I've been compiling resources as I study for my ACC - Airline Customer Service certification and figured I'd share what I've found. All free unless noted.
Practice Tests:
- PracticeTestGeeks — most comprehensive collection I've found, good question explanations, covers ACC - Airline Customer Service, Call Center, and CCSP - Certified Customer Service Professional. Free.
- Official practice materials from the certifying body — usually 1 free sample exam, worth doing even though it's short
Study Materials:
- The official ACC exam handbook / candidate guide (PDF, free from the certifying body's website)

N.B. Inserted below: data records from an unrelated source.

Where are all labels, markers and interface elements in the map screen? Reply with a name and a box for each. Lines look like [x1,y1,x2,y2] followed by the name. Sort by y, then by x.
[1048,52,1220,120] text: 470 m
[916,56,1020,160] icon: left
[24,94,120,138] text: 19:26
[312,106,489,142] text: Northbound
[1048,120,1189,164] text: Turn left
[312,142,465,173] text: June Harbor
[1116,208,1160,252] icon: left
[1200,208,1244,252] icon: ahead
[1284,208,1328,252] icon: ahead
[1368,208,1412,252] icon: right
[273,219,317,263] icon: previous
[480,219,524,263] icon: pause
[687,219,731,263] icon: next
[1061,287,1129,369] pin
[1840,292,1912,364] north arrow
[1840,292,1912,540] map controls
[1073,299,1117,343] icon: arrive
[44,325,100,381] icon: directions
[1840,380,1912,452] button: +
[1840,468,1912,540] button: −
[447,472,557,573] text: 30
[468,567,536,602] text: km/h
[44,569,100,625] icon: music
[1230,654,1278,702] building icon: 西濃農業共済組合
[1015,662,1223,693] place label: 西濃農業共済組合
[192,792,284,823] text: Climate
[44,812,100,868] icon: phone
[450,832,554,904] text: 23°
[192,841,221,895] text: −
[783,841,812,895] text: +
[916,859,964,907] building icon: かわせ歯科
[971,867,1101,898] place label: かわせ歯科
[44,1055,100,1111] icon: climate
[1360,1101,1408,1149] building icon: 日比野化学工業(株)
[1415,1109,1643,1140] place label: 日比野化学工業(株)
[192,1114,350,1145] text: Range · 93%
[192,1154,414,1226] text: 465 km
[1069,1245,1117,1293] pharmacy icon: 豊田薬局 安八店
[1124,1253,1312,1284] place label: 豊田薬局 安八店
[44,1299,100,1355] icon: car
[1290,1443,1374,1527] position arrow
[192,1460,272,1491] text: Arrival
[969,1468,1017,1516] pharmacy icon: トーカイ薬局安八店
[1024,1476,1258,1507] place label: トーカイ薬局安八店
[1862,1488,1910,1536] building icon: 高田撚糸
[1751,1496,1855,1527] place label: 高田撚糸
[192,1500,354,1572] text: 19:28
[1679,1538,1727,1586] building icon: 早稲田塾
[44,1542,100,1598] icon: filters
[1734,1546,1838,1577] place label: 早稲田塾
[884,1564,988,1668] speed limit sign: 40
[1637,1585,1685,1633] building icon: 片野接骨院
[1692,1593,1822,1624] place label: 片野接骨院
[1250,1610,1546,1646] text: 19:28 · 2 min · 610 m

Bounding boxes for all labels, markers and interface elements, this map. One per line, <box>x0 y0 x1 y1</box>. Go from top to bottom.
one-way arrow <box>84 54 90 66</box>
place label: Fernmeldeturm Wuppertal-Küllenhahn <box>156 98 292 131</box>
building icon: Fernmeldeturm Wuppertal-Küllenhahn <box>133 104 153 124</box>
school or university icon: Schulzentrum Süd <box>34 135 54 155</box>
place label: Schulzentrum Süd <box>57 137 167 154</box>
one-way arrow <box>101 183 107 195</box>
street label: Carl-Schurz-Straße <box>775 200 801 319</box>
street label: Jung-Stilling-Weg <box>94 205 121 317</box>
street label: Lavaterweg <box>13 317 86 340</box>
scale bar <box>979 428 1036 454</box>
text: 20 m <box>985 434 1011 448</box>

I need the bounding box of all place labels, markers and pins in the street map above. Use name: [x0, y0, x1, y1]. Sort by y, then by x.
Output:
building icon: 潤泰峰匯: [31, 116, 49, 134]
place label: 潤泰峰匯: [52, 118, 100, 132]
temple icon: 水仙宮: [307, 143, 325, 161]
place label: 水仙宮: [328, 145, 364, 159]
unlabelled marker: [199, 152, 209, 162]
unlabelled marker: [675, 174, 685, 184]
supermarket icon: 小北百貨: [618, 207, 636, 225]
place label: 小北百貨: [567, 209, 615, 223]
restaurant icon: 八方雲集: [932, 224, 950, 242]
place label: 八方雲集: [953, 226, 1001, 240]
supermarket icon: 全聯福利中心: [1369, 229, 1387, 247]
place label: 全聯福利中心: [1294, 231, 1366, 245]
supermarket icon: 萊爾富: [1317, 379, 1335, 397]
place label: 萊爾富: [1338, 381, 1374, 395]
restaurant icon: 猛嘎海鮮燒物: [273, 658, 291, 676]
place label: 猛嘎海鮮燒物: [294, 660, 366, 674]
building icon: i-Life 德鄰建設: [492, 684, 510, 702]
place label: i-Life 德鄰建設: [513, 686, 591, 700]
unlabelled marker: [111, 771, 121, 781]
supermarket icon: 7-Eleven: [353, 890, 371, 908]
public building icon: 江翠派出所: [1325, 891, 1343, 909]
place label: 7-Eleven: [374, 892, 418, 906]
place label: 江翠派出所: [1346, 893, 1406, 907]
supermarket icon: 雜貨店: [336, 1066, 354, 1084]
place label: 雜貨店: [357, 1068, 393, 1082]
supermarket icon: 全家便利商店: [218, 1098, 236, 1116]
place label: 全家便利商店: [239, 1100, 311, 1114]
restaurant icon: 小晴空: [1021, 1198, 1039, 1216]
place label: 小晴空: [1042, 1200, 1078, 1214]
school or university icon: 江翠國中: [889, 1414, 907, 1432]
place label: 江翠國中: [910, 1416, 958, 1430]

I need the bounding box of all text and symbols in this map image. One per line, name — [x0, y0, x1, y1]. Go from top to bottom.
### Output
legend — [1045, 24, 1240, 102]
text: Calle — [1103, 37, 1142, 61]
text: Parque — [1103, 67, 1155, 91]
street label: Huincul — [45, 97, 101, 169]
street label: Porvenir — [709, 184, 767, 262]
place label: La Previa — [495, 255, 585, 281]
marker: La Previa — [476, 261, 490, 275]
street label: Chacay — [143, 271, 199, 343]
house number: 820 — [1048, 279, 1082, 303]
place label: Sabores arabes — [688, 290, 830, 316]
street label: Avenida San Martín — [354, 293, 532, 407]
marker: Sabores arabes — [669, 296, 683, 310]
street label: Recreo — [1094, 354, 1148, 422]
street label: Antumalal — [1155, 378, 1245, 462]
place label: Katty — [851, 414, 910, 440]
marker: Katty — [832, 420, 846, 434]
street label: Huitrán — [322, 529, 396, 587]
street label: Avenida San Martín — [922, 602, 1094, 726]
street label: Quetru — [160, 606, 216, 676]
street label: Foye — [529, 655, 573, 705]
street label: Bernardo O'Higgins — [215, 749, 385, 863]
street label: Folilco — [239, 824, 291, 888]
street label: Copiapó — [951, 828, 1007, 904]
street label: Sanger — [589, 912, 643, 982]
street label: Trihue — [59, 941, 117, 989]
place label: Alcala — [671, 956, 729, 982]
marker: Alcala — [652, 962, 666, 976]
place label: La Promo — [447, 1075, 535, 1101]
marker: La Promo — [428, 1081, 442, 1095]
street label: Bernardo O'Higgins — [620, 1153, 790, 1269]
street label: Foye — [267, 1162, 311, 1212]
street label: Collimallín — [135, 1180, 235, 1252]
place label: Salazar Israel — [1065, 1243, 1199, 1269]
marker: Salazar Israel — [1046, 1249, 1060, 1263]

- YouTube — search for "ACC exam prep" — there are surprisingly good free video reviews for most customer service certifications
- Reddit r/certifications — people post their exam experiences and tips regularly
Paid (worth it if budget allows):
- Official study guides run $30-80 for most customer service certifications — worth it if your exam has lots of specific factual content
- Some certifying bodies offer prep courses — check if your employer covers it (many do for required certifications)
What resources have others found useful for customer service exams? I'll add them to this list.
Great list. I'd add: LinkedIn Learning has some customer service-related courses that overlap with cert content, and if you have a library card many libraries give free access to it. Also check if your local library has access to O'Reilly or similar — tons of technical content there.
For ACC - Airline Customer Service specifically, I found the PracticeTestGeeks explanations were detailed enough that I didn't need to buy a separate study guide. The combination of doing the practice questions + reading every explanation (for both right and wrong answers) covered most of the content I needed.
The official candidate guide is something a lot of people skip but it literally tells you the topic weighting and domain breakdown. It's the roadmap for your study plan. Never skip it.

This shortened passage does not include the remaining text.